La pétition contre la loi Duplomb, qui prévoit notamment la réintroduction sous conditions d’un pesticide interdit en France depuis 2018, a dépassé, aujourd’hui la barre des deux millions de signatures sur le site de l’Assemblée nationale française.
Le texte demande l’abrogation “immédiate” de la proposition du sénateur Les Républicains (LR), Laurent Duplomb. Le gouvernement refuse, pour l'instant, de revenir sur cette loi qui a été votée le 8 juillet dernier. Cette pétition n’oblige en rien le gouvernement à revenir sur une loi votée mais la pression populaire est là. Le président français s’est contenté de déclarer qu’il attend l'avis du conseil constitutionnel qui sera rendu le 7 août. Celui-ci doit se prononcer sur la compatibilité de la loi avec la préservation de l’environnement et le droit à la santé.
Citoyens contre élite politique
En filigrane, des observateurs de la vie politique en France font remarquer une rupture entre les aspirations des masses populaires et l'élite politique de droite. Mediapart parle ”d’une revanche citoyenne après le vote du texte à l’Assemblée nationale le 8 juillet – par 316 voix contre 223, à l’issue d’une procédure inédite ayant empêché le débat parlementaire”.
On se souvient que le 26 mai dernier, l’Assemblée nationale a voté une motion de rejet déposée par Julien Dive, député Les Républicains (LR) de l’Aisne. L’objectif était d'éviter le débat sur le fond pour que le texte aboutisse avec le moins de modifications possibles. Une telle astuce ouvrait la voie à la réintroduction des néonicotinoïdes, ces insecticides “tueurs d’abeille” interdits depuis 2018 – disposition clé de ce texte hautement controversé.

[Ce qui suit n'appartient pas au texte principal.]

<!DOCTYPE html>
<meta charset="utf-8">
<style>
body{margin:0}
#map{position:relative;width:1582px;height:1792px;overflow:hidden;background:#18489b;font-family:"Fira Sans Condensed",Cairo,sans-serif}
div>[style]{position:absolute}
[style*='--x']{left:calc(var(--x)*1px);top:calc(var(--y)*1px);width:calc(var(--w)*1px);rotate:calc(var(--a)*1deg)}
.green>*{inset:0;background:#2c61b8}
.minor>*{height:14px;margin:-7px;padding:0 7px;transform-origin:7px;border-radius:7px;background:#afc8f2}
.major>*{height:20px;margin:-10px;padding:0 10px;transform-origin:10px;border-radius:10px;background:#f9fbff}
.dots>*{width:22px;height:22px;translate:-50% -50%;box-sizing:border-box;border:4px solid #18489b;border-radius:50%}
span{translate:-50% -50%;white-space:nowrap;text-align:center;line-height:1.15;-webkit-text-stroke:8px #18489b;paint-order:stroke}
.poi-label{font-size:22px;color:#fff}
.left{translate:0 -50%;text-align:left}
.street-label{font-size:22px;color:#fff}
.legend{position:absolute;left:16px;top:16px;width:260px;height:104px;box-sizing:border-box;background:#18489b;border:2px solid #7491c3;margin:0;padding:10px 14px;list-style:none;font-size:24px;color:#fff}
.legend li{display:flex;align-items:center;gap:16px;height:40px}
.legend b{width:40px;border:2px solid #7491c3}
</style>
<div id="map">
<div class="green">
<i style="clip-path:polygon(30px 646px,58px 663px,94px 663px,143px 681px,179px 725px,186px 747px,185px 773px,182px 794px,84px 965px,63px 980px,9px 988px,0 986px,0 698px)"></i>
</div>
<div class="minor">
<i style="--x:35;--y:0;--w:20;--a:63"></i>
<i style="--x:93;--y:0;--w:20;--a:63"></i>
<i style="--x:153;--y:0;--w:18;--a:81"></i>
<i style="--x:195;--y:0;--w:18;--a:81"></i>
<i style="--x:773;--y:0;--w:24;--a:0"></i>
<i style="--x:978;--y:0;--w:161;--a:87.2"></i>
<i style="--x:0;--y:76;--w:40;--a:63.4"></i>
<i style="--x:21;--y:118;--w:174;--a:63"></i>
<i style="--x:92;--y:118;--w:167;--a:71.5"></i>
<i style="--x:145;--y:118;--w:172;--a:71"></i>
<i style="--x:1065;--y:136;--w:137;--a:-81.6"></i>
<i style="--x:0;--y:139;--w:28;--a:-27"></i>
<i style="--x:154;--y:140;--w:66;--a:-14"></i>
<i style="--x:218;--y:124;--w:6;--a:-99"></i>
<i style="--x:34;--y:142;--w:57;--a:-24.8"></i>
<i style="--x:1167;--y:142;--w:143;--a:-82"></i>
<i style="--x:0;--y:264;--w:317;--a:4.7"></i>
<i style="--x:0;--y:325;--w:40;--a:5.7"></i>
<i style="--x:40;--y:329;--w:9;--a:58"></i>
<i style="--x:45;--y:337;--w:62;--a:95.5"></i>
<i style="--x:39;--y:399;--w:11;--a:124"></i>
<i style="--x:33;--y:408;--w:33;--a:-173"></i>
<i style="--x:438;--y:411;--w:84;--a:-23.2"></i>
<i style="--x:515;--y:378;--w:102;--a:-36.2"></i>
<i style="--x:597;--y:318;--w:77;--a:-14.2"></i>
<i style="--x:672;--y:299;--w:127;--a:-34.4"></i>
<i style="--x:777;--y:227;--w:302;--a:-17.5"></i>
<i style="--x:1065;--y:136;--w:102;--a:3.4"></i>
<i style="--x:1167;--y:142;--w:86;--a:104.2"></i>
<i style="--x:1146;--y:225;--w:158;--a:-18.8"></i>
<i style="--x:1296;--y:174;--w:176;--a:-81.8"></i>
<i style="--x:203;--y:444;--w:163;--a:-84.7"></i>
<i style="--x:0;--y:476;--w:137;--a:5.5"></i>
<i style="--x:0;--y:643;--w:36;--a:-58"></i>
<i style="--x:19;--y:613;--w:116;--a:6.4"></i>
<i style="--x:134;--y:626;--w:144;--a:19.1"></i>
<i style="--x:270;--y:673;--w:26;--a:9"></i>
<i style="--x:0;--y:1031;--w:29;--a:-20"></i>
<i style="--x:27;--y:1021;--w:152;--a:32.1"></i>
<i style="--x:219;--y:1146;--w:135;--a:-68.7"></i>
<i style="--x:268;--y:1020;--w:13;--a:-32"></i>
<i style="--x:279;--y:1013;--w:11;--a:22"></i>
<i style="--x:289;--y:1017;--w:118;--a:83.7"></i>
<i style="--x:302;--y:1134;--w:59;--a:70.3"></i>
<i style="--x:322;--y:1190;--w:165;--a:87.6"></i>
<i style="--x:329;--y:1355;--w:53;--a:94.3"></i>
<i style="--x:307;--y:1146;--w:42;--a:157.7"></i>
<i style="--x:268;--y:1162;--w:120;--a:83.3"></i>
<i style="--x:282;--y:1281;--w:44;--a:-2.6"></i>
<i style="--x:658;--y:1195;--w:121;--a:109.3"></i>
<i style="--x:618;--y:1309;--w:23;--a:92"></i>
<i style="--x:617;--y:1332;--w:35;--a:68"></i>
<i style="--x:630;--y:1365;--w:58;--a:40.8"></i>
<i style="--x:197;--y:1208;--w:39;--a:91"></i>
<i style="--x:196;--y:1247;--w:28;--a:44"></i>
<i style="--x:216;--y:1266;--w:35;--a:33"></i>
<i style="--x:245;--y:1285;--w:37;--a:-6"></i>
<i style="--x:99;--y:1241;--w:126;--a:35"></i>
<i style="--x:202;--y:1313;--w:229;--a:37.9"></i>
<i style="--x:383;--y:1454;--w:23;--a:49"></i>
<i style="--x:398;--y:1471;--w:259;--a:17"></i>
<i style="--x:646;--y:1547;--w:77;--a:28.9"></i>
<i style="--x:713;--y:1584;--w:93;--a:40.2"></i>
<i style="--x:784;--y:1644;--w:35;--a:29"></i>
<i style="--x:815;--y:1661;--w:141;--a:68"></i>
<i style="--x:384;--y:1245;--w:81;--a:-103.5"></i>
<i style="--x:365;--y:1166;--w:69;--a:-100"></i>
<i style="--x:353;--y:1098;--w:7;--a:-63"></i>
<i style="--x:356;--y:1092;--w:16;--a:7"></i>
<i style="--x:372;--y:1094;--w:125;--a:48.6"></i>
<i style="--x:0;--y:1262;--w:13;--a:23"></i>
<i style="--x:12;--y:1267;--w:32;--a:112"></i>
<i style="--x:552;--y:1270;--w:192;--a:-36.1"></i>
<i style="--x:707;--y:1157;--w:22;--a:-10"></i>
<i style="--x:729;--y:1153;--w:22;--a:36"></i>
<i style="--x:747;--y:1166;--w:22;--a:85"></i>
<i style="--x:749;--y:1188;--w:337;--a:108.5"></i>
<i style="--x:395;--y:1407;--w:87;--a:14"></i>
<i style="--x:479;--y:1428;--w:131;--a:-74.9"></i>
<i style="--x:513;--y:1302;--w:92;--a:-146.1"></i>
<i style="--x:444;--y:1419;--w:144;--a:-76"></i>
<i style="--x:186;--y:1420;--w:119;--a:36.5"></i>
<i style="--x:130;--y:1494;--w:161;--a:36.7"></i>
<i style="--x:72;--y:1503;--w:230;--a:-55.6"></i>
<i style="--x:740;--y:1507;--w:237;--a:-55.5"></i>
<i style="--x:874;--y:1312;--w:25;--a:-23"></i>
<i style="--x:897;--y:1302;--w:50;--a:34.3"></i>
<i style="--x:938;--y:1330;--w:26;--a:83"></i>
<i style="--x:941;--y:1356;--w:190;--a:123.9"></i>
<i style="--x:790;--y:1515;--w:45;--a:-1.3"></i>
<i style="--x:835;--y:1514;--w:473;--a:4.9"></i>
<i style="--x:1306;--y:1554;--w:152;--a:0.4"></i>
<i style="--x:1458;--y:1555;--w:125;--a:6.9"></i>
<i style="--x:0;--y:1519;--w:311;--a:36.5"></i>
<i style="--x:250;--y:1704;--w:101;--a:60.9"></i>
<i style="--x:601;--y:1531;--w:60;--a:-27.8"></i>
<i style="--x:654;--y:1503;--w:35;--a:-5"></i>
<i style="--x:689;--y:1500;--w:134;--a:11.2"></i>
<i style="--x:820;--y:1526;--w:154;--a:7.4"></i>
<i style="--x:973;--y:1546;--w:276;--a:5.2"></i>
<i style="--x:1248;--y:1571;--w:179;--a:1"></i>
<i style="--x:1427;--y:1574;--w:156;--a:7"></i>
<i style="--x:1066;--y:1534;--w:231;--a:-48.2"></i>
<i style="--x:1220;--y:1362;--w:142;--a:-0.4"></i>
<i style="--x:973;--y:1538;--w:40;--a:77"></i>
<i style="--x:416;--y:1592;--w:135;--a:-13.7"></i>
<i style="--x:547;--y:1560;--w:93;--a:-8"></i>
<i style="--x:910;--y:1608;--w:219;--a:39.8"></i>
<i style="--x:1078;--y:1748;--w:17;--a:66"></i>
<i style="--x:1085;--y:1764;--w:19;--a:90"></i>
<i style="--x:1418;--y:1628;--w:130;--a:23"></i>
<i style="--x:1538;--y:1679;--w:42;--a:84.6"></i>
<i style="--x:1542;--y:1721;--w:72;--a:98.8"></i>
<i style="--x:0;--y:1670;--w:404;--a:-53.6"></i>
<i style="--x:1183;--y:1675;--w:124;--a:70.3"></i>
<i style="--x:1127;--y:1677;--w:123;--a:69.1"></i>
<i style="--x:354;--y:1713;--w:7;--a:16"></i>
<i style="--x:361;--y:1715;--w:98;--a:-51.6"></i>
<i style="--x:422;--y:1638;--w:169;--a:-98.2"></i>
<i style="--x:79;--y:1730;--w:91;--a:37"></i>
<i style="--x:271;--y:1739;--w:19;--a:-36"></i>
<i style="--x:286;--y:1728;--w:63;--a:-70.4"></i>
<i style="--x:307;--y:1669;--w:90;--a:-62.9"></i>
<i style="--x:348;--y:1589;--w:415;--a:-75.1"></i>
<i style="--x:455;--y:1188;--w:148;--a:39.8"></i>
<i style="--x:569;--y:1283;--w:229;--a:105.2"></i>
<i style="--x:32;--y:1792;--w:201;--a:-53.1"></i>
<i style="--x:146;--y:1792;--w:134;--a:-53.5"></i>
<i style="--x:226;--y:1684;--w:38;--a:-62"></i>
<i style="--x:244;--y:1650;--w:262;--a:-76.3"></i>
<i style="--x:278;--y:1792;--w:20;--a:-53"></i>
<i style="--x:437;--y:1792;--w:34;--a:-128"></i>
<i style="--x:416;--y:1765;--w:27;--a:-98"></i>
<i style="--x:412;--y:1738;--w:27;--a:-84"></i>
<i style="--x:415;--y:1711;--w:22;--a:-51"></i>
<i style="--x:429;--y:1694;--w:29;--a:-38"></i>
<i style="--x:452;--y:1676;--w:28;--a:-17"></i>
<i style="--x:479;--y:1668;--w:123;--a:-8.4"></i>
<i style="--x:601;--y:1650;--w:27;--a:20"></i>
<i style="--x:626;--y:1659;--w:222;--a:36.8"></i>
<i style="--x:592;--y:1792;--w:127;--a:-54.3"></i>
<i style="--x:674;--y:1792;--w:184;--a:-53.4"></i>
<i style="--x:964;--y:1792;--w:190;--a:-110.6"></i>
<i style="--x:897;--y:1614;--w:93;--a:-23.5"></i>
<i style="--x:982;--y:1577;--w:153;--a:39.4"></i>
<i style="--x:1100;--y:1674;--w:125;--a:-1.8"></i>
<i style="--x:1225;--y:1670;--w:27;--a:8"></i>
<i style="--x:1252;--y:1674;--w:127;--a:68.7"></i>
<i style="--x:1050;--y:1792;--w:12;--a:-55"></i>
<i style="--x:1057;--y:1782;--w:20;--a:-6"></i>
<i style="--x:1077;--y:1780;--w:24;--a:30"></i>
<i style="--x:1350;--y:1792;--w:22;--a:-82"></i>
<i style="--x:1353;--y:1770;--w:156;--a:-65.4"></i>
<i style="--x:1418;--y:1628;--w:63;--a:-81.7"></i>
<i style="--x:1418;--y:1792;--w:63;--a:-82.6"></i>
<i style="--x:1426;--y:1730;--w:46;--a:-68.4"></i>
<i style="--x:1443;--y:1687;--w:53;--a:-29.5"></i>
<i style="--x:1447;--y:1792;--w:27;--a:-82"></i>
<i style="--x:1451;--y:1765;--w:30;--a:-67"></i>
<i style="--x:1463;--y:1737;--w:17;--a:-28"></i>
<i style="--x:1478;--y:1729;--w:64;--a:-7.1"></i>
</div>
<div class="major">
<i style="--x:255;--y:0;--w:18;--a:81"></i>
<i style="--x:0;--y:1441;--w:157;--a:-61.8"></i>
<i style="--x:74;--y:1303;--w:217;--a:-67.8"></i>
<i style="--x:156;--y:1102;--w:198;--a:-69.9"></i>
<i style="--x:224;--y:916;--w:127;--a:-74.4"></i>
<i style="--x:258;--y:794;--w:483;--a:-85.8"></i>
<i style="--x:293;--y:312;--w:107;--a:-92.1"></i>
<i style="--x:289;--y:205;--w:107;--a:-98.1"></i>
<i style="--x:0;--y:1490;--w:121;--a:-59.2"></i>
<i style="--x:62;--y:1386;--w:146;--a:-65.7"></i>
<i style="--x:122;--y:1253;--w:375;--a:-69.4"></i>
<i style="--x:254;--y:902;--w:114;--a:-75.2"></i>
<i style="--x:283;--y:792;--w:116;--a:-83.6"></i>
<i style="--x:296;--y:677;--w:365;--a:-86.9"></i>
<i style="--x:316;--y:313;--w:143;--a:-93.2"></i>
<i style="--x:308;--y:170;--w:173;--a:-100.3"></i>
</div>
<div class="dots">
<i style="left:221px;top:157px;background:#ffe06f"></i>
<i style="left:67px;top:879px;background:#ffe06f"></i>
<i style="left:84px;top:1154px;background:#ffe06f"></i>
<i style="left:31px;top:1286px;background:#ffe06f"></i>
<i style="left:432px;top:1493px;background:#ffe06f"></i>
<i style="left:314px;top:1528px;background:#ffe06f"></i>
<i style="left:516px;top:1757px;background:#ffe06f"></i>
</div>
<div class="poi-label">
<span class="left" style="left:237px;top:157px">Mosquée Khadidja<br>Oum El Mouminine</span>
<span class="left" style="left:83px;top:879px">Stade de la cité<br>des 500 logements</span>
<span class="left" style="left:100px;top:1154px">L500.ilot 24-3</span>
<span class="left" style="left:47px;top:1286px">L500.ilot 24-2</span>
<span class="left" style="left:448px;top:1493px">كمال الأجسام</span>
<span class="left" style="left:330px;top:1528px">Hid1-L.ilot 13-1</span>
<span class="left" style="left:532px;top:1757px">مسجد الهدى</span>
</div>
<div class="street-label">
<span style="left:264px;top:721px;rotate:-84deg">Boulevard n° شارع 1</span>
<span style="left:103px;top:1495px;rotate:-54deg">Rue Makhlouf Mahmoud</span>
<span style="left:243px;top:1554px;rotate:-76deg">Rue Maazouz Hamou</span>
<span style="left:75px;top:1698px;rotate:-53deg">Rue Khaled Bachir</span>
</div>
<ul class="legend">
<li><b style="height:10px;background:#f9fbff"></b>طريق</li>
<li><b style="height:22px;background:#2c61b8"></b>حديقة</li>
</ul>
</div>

Le texte ainsi rejeté est renvoyé directement en commission mixte paritaire (CMP), la dernière étape du processus législatif où ne siègent plus que quatorze parlementaires, à huis clos, sur la base du texte .
Interrogé par Mediapart, le politiste Vincent Tiberj voit dans le succès de la pétition contre la loi Duplomb une démonstration de force de la démocratie citoyenne et de sa résistance à la droitisation de la vie politique.
“Il fut un temps où le système était structuré pour que la participation politique des citoyens ne passe plus que par le vote – ce que racontent très bien les politistes Alain Garrigou, Yves Deloye et Olivier Ihl, explique-t-il. C’était aussi une manière de contraindre les citoyens à n’être plus que des électeurs, et à se taire une fois que les urnes se sont prononcées”.
La perspective de la réintroduction de l'acétamipride interdit en France en 2018 mais autorisé en Europe suscite de vifs débats en France. Les producteurs de betteraves et de noisettes, sont favorables à la réintroduction du pesticide, soutenus par le syndicat majoritaire agricole FNSEA (La Fédération nationale des syndicats d’exploitants agricoles). Ils estiment n’avoir aucune solution contre les ravageurs et soulignent une concurrence déloyale de leurs concurrents européens.
Les apiculteurs, de leur côté, considèrent ce pesticide comme “un tueur d’abeilles”. Ses effets sur la santé de l’homme sont aussi remis sur le devant de la scène, même si faute d’études crédibles, il est difficile d'évaluer sa dangerosité.
Face à la clameur populaire, est-ce que l'exécutif fermera les yeux? Emmanuel Macron a dit attendre la décision des sages du Conseil constitutionnel avant de s’exprimer sur la pétition.
“Il y aura un débat dans l’hémicycle, c’est ça que les Français veulent “, a déclaré Yaël Braun-Pivet, la présidente de l'Assemblée nationale française, avant d’ajouter que celui-ci “ne pourra en aucun cas revenir sur la loi votée”. De quoi cristalliser encore le choc entre les citoyens et l'élite politique au pouvoir en France.
Toutefois, expliquent des enseignants de droit, Emmanuel Macron peut refuser de promulguer la loi ou alors demander une deuxième délibération à l'Assemblée nationale.